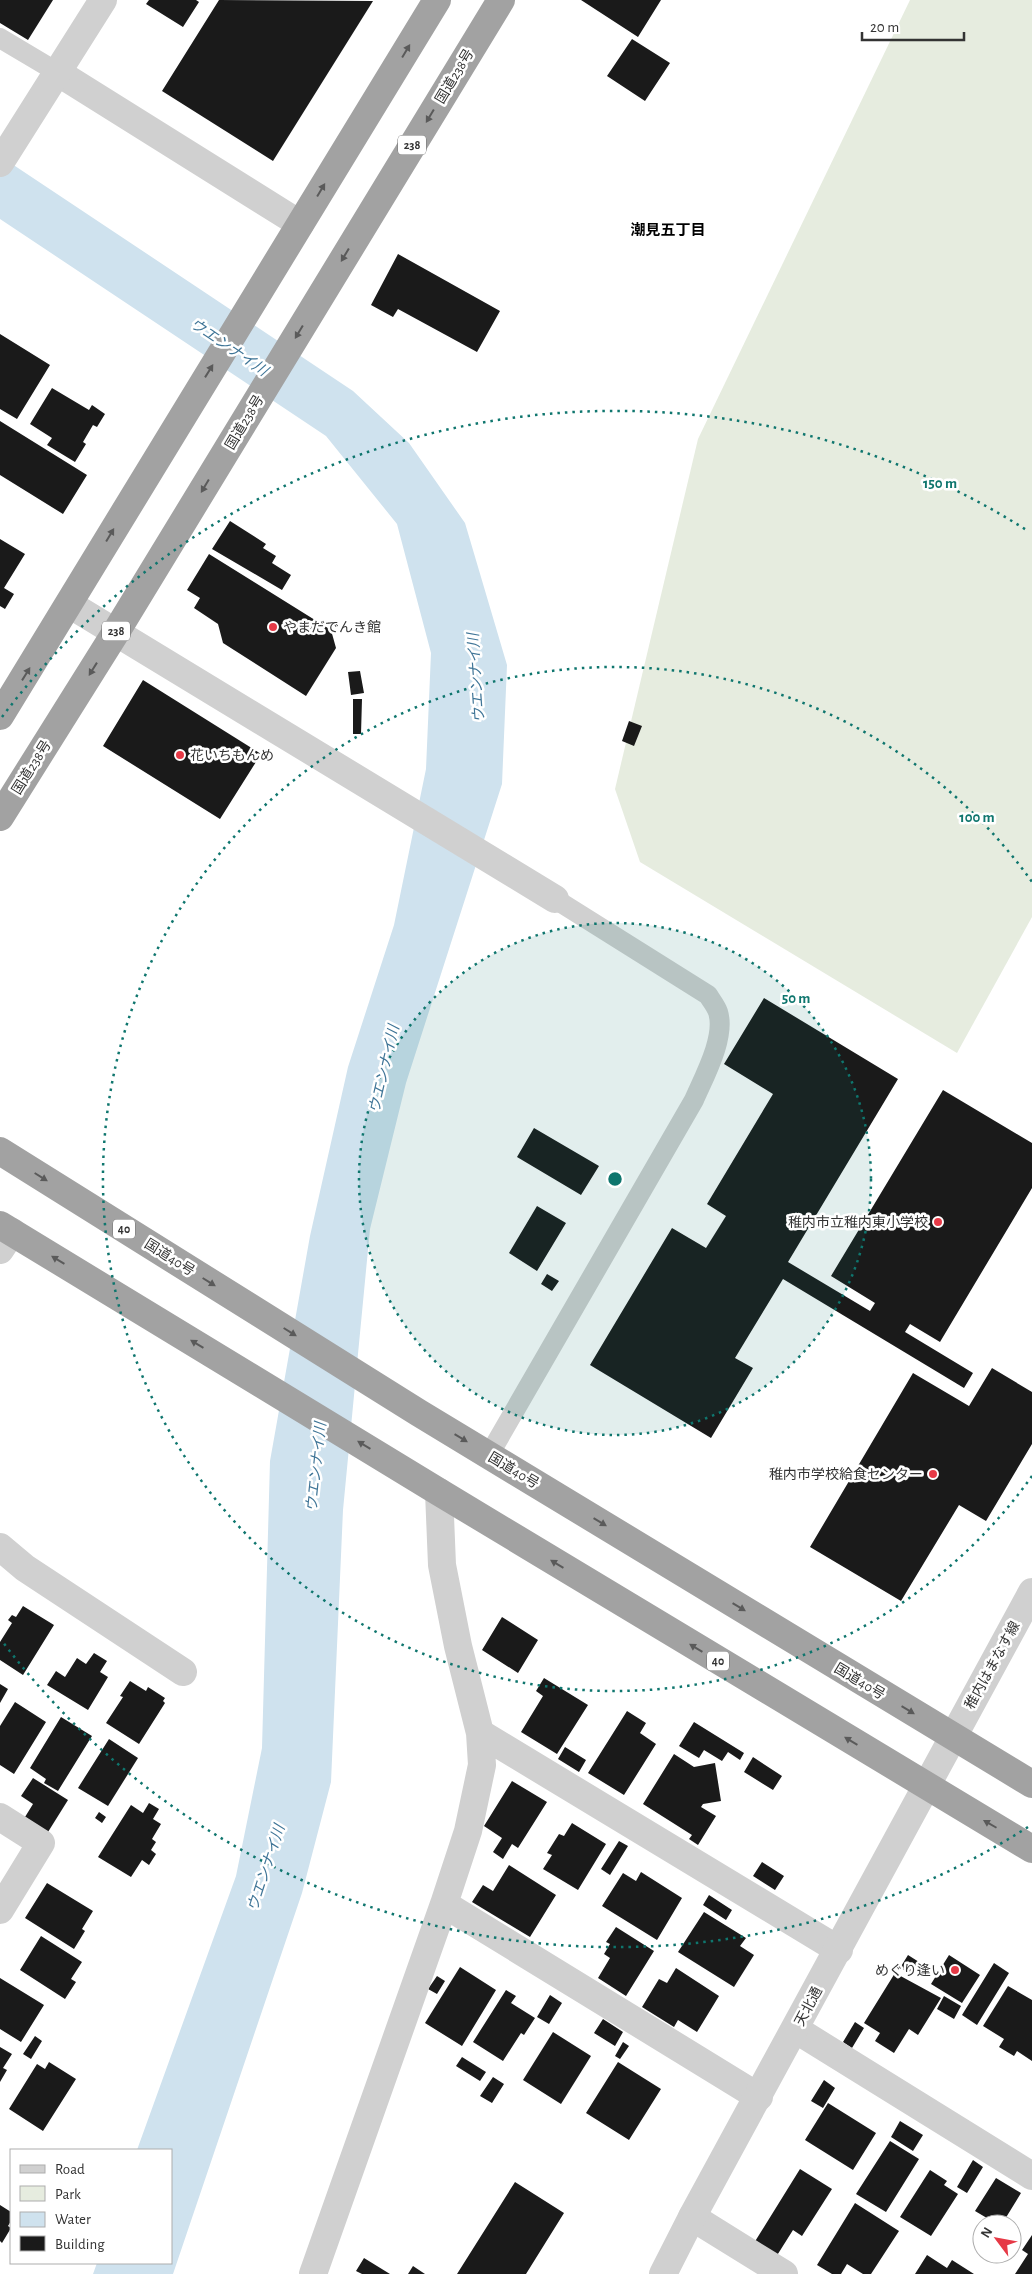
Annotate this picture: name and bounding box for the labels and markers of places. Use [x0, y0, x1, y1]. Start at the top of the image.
place label: やまだでんき館 [283, 620, 381, 635]
marker: やまだでんき館 [267, 621, 279, 633]
place label: 花いちもんめ [190, 748, 274, 763]
marker: 花いちもんめ [174, 749, 186, 761]
centre of rings [606, 1170, 624, 1188]
place label: 稚内市立稚内東小学校 [788, 1215, 928, 1230]
marker: 稚内市立稚内東小学校 [932, 1216, 944, 1228]
place label: 稚内市学校給食センター [769, 1466, 923, 1482]
marker: 稚内市学校給食センター [927, 1468, 939, 1480]
place label: めぐり逢い [875, 1963, 945, 1978]
marker: めぐり逢い [949, 1964, 961, 1976]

────────────────

● **Your assignment**: The answer is the listing above repeated verbatim, minus its images.

● **Written solution**:
Annotate this picture: name and bounding box for the labels and markers of places. Use [x0, y0, x1, y1]. Start at the top of the image.
place label: やまだでんき館 [283, 620, 381, 635]
marker: やまだでんき館 [267, 621, 279, 633]
place label: 花いちもんめ [190, 748, 274, 763]
marker: 花いちもんめ [174, 749, 186, 761]
centre of rings [606, 1170, 624, 1188]
place label: 稚内市立稚内東小学校 [788, 1215, 928, 1230]
marker: 稚内市立稚内東小学校 [932, 1216, 944, 1228]
place label: 稚内市学校給食センター [769, 1466, 923, 1482]
marker: 稚内市学校給食センター [927, 1468, 939, 1480]
place label: めぐり逢い [875, 1963, 945, 1978]
marker: めぐり逢い [949, 1964, 961, 1976]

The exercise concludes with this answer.